Après des années de lutte pour les victimes de la dictature mise en place par Hissène Habré pour se maintenir au pouvoir, le verdict de sa condamnation avait été prononcé par les Chambres africaines extraordinaires établies au sein du système judiciaire sénégalais. Cette dictature, bien que marquée par une violation flagrante des droits de l’homme et des principes démocratiques, avait énormément bénéficié du soutien indéfectible des grandes démocraties et puissances comme les Etats-Unis et surtout de la France. Quelles sont les principales raisons ayant motivé ce soutien fort et contre nature de la France à l’ancien président malgré ses abus ?
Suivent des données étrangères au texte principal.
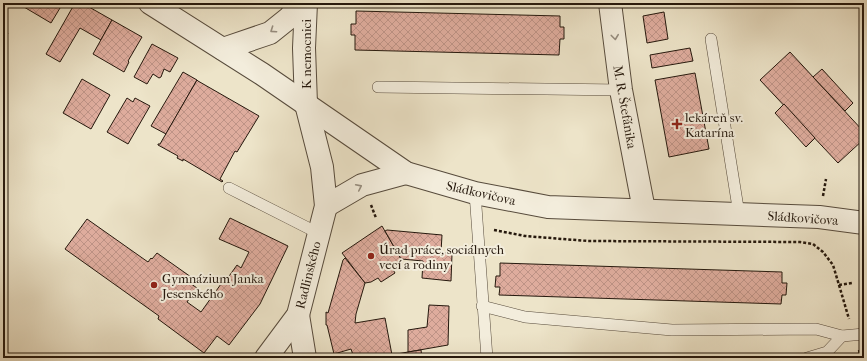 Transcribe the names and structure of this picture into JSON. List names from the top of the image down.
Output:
{
  "streets": {
    "street": [
      "K nemocnici",
      "M. R. Štefánika",
      "Sládkovičova",
      "Radlinského"
    ]
  },
  "crossings": [
    ["K nemocnici", "Sládkovičova"],
    ["K nemocnici", "Radlinského"],
    ["M. R. Štefánika", "Sládkovičova"],
    ["Sládkovičova", "Radlinského"]
  ],
  "one_way": ["M. R. Štefánika"],
  "places": {
    "health": ["lekáreň sv. Katarína"],
    "other": ["Úrad práce, sociálnych vecí a rodiny", "Gymnázium Janka Jesenského"]
  }
}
Soutien de la France à Hissène Habré, la contradiction
Tout au long de son règne, Hissène Habré a été soutenu par la France, qu’importe les méthodes brutales utilisées sur ses concitoyens. « Les États-Unis et la France étaient bien informés sur les moyens brutaux employés par Habré, mais ils ont quand même continué à le soutenir », avait déclaré Reed Brody, conseiller juridique à Human Rights Watch, qui a travaillé avec les victimes de Hissène Habré depuis 1999.
En effet, le soutien de la France s’est matérialisé par des aides logistiques conséquentes et des renseignements cruciaux. Des armes ont également été fournies aux hommes de Hissène Habré pour le succès de certaines opérations militaires.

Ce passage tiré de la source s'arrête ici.